Entro la fine del mese va versata la quota annuale per l’iscrizione all’albo dei giornalisti. Come ogni anno, parliamo di 110€ per rimanere iscritti ad un ordine professionale il cui futuro è quanto mai dubbio, sopratutto per le diverse riforme che timidamente avanzano (come la richiesta di un titolo di studio minimo come la laurea).
Sono molto combattuto, a questo punto, dopo un anno da giornalista “regolare”. Perché di fatto parliamo di un ordine evanescente: basti pensare che nonostante sia iscritto da aprile dello scorso anno, ad oggi non ho ricevuto nè tesserino, nè bollino, nè niente. Solo un altra tassa da pagare.
Per carità, parliamo di una cifra relativamente piccola, che tuttavia oggi come oggi si fa sentire. E poi: cui prodest? Se non ricevo nulla da un servizio per il quale pago, cerco di non pagarlo più se posso. E quindi mi chiedo chi me lo faccia fare.

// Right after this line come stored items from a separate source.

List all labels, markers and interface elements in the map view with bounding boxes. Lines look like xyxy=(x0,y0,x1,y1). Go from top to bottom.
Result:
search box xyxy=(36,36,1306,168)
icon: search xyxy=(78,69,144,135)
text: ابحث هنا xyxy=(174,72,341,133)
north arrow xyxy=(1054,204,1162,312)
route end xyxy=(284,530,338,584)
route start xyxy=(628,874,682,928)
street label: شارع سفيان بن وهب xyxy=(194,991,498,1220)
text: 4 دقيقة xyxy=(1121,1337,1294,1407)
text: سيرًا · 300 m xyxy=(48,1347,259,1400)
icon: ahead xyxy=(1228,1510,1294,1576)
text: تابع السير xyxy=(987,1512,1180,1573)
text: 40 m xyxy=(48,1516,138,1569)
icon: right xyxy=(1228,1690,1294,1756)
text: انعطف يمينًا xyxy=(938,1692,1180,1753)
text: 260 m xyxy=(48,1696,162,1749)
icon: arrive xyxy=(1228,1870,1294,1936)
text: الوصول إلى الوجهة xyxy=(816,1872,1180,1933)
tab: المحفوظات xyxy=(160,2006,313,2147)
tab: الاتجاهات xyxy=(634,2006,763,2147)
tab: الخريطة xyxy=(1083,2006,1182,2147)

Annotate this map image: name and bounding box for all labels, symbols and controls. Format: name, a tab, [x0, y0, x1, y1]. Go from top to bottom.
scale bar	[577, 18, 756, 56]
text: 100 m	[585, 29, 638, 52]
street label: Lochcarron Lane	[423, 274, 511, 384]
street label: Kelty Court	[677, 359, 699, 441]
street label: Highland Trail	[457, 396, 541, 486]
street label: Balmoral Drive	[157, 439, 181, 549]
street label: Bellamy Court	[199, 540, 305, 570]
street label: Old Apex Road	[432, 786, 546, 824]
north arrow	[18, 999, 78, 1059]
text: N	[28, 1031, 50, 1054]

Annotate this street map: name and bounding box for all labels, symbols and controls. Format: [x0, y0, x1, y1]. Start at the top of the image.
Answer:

Ho sempre creduto – e continuo a credere – che il giornalismo sia uno stile di vita prima di una professione, una propensione alla ricerca di informazioni per il puro piacere di sapere (e di spiegare). Oggi è tante altre cose, ovviamente, non sempre belle, ma così è in ogni realtà lavorativa.
E, tra le tante cose che è oggi, il giornalismo è anche un mero titolo. Un titolo che di per se non ha valore, non porta valore (basti vedere quanto siamo pagati) e che diventerà sempre più esclusivista al punto di non essere alla portata di tutti. E quindi, a che serve?
Ha senso, oggi, investire questa somma di denaro per questo? Solo per il fregio (neppure certificato) di un titolo? Per il poter dire sono questo?